Extracted material:
◆ ◆ ◆ ◆

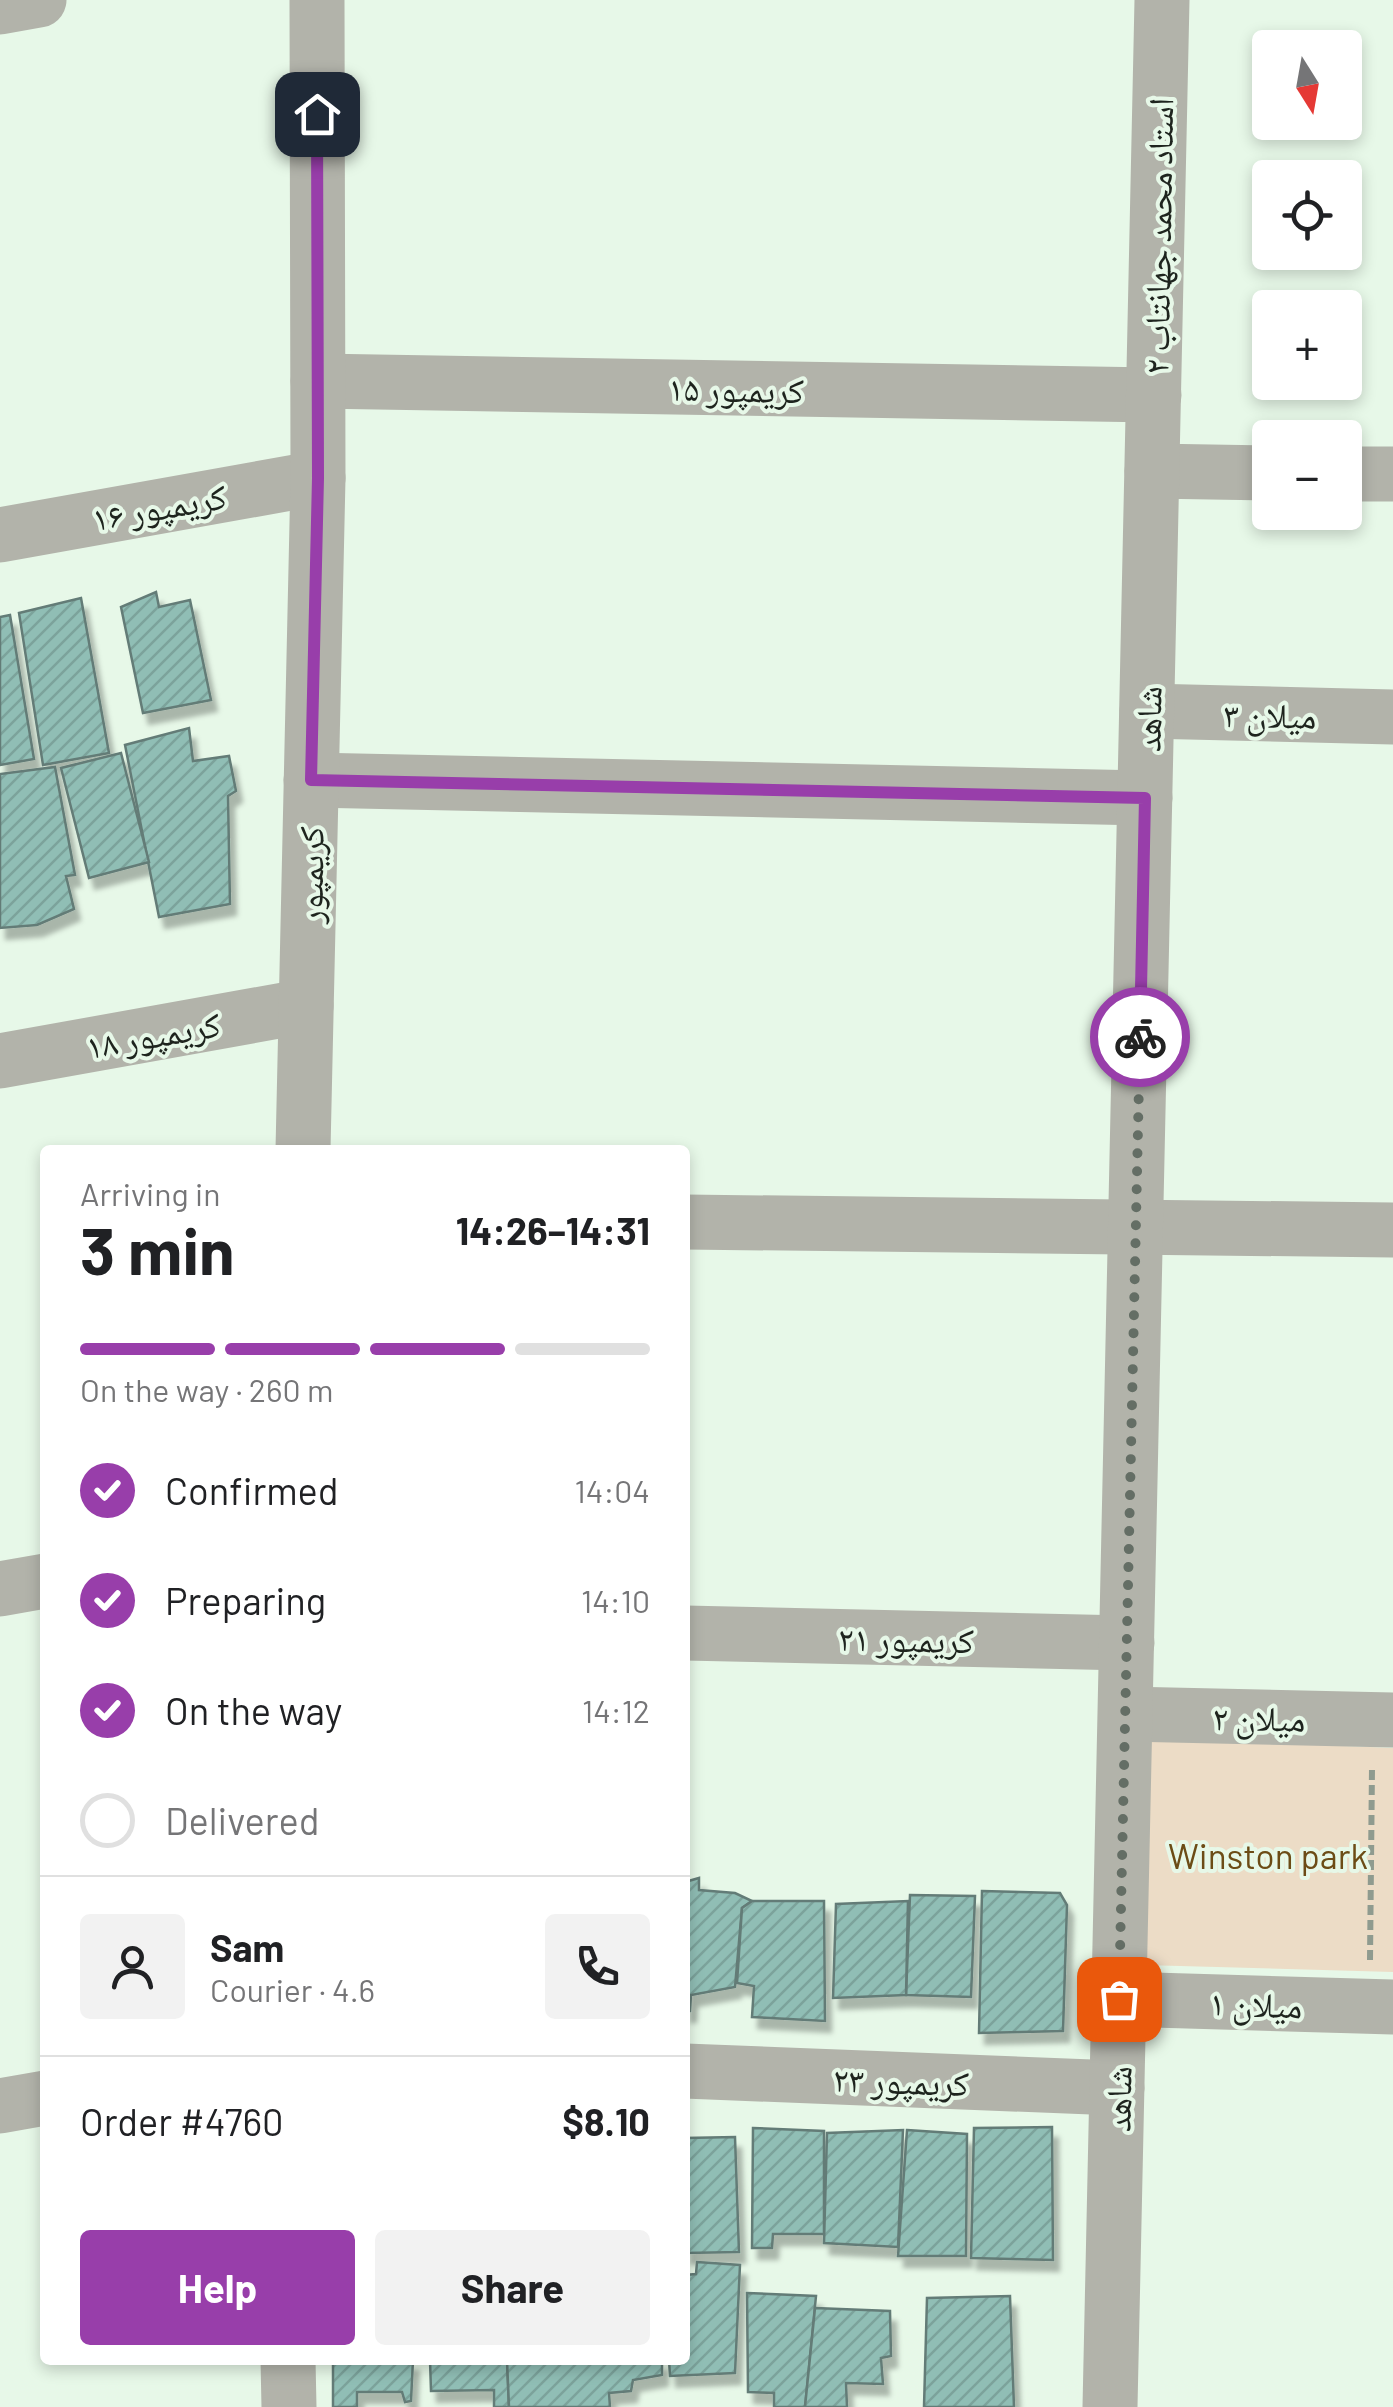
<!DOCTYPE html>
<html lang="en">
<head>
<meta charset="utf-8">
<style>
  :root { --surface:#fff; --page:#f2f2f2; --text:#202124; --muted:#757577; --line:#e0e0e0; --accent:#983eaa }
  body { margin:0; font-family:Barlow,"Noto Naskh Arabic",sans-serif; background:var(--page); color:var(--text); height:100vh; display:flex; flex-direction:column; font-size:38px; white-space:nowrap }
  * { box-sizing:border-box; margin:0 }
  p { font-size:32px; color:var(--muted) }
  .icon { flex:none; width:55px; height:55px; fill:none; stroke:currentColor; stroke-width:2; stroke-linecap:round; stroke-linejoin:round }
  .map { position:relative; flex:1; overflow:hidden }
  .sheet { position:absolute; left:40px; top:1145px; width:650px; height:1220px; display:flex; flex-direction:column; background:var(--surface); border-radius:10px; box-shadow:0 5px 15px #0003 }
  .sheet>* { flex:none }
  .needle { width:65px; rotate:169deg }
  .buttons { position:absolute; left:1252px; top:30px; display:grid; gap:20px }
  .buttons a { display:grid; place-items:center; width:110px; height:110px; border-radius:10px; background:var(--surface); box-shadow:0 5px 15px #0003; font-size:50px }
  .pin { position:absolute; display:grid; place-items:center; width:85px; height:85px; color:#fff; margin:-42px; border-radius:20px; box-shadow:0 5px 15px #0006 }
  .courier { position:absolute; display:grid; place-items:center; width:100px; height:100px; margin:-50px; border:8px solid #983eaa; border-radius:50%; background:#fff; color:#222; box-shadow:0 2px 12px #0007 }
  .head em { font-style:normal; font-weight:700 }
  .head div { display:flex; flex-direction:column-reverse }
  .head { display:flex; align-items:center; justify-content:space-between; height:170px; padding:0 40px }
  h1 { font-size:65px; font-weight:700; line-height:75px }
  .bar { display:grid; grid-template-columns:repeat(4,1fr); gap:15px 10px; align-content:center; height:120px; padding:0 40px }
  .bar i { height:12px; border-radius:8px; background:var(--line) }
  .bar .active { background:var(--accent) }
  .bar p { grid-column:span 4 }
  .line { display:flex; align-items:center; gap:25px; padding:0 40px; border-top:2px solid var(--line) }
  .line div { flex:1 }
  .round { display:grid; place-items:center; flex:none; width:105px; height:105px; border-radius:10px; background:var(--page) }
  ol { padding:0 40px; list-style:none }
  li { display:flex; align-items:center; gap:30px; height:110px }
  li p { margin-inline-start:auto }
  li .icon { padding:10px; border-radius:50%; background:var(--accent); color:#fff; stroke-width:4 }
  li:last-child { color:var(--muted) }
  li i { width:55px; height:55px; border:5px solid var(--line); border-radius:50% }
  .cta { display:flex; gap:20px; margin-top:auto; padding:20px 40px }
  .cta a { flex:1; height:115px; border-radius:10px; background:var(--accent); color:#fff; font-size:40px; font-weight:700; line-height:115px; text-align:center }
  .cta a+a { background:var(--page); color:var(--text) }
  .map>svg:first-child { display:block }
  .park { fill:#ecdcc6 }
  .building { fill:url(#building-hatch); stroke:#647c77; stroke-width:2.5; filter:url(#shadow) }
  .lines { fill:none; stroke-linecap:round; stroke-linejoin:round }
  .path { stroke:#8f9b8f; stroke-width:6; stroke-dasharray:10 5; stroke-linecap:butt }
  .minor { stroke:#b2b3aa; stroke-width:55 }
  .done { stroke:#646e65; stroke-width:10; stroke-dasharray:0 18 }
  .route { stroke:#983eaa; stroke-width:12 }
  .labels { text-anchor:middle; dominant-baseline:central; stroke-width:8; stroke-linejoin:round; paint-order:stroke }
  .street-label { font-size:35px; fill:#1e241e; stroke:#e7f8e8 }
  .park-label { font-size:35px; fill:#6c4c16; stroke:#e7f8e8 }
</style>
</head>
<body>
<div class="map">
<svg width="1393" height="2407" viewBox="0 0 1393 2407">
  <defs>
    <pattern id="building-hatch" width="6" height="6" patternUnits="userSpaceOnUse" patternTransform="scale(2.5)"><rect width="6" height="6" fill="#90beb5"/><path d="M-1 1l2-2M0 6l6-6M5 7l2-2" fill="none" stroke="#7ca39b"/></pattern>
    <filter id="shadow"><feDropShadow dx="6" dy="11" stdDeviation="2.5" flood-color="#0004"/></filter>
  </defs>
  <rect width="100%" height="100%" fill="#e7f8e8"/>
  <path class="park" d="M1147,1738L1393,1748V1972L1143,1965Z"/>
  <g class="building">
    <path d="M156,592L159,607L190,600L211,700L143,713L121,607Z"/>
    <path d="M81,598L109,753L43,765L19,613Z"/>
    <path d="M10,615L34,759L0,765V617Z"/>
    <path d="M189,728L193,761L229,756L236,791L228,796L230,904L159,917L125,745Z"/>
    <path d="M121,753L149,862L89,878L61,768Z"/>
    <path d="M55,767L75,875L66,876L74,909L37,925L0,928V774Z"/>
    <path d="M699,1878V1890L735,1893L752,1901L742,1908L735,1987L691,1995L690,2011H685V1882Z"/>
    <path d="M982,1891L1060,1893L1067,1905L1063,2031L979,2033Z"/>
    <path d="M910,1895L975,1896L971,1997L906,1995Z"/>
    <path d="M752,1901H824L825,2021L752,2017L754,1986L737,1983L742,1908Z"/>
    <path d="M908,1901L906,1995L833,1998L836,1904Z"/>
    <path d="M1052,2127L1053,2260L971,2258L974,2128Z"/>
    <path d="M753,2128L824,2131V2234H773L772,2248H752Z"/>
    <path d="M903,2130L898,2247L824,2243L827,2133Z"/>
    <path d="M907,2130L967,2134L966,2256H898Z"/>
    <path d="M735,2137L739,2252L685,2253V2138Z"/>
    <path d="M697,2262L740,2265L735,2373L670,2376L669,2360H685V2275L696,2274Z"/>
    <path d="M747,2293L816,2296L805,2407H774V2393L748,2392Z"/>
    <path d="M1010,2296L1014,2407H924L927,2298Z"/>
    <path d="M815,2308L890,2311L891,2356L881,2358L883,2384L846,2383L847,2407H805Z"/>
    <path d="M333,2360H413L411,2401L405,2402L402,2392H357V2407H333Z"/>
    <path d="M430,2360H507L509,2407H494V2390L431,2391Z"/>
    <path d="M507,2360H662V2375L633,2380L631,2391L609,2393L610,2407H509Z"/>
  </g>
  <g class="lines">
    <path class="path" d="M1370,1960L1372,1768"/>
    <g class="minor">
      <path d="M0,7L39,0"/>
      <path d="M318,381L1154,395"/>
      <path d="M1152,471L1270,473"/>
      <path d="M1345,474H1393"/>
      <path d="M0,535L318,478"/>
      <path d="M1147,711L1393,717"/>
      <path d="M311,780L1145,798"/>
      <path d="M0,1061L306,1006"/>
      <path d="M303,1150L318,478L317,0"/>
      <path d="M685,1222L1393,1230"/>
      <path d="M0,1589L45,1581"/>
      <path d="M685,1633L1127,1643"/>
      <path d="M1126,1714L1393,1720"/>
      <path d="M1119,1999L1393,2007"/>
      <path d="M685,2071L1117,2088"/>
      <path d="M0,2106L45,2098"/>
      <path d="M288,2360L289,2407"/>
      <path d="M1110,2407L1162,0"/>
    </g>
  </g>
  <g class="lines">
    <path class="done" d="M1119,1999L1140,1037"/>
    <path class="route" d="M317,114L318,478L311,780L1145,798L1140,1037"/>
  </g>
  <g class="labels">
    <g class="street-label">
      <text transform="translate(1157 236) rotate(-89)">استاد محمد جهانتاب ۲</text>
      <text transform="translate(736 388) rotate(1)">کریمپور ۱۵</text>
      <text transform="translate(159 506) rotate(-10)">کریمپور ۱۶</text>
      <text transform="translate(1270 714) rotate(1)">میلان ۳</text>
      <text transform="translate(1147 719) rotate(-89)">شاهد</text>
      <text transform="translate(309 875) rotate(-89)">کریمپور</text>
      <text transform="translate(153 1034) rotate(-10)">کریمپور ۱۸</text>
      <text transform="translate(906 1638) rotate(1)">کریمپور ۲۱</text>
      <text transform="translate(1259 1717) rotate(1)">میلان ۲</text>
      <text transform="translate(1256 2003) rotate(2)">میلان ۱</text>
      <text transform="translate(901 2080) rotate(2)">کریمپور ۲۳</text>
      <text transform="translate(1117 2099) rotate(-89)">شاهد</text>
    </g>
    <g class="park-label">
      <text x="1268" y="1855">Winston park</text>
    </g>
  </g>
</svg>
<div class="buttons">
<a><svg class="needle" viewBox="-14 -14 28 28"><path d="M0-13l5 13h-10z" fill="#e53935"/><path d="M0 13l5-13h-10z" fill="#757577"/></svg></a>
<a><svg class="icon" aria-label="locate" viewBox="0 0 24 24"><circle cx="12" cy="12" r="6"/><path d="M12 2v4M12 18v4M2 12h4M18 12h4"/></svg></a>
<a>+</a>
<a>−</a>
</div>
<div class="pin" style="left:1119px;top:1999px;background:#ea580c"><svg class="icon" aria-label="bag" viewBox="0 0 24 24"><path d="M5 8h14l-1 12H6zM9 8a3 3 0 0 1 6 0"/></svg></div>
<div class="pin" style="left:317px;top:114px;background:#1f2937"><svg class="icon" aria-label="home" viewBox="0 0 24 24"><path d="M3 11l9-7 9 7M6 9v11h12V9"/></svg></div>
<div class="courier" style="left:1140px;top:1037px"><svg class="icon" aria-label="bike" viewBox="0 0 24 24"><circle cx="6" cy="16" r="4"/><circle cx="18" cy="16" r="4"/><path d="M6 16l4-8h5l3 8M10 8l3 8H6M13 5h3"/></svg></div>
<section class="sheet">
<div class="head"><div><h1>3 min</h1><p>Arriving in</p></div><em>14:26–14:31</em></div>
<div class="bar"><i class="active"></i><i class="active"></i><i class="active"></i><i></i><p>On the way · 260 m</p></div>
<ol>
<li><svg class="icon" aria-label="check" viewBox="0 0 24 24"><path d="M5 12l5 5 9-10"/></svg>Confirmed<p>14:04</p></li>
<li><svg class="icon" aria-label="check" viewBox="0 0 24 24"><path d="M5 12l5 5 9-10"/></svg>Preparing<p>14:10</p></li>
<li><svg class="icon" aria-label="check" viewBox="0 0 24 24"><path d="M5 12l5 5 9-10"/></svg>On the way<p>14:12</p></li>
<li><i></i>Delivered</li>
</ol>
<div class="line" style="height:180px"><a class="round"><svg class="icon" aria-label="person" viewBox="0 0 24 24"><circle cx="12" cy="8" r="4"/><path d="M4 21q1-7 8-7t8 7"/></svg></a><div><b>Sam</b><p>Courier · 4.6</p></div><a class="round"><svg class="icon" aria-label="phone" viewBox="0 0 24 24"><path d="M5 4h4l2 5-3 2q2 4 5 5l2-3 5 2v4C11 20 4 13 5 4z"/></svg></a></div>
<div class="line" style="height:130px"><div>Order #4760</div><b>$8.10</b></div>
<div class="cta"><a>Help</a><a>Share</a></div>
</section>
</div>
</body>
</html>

◆ ◆ ◆ ◆

Required work: Reproduce the opening lines of the material above exactly, ending with the line that contains "display:grid; place-items:center; width:85px;". Omit every picture.

Answer for the task:
<!DOCTYPE html>
<html lang="en">
<head>
<meta charset="utf-8">
<style>
  :root { --surface:#fff; --page:#f2f2f2; --text:#202124; --muted:#757577; --line:#e0e0e0; --accent:#983eaa }
  body { margin:0; font-family:Barlow,"Noto Naskh Arabic",sans-serif; background:var(--page); color:var(--text); height:100vh; display:flex; flex-direction:column; font-size:38px; white-space:nowrap }
  * { box-sizing:border-box; margin:0 }
  p { font-size:32px; color:var(--muted) }
  .icon { flex:none; width:55px; height:55px; fill:none; stroke:currentColor; stroke-width:2; stroke-linecap:round; stroke-linejoin:round }
  .map { position:relative; flex:1; overflow:hidden }
  .sheet { position:absolute; left:40px; top:1145px; width:650px; height:1220px; display:flex; flex-direction:column; background:var(--surface); border-radius:10px; box-shadow:0 5px 15px #0003 }
  .sheet>* { flex:none }
  .needle { width:65px; rotate:169deg }
  .buttons { position:absolute; left:1252px; top:30px; display:grid; gap:20px }
  .buttons a { display:grid; place-items:center; width:110px; height:110px; border-radius:10px; background:var(--surface); box-shadow:0 5px 15px #0003; font-size:50px }
  .pin { position:absolute; display:grid; place-items:center; width:85px; height:85px; color:#fff; margin:-42px; border-radius:20px; box-shadow:0 5px 15px #0006 }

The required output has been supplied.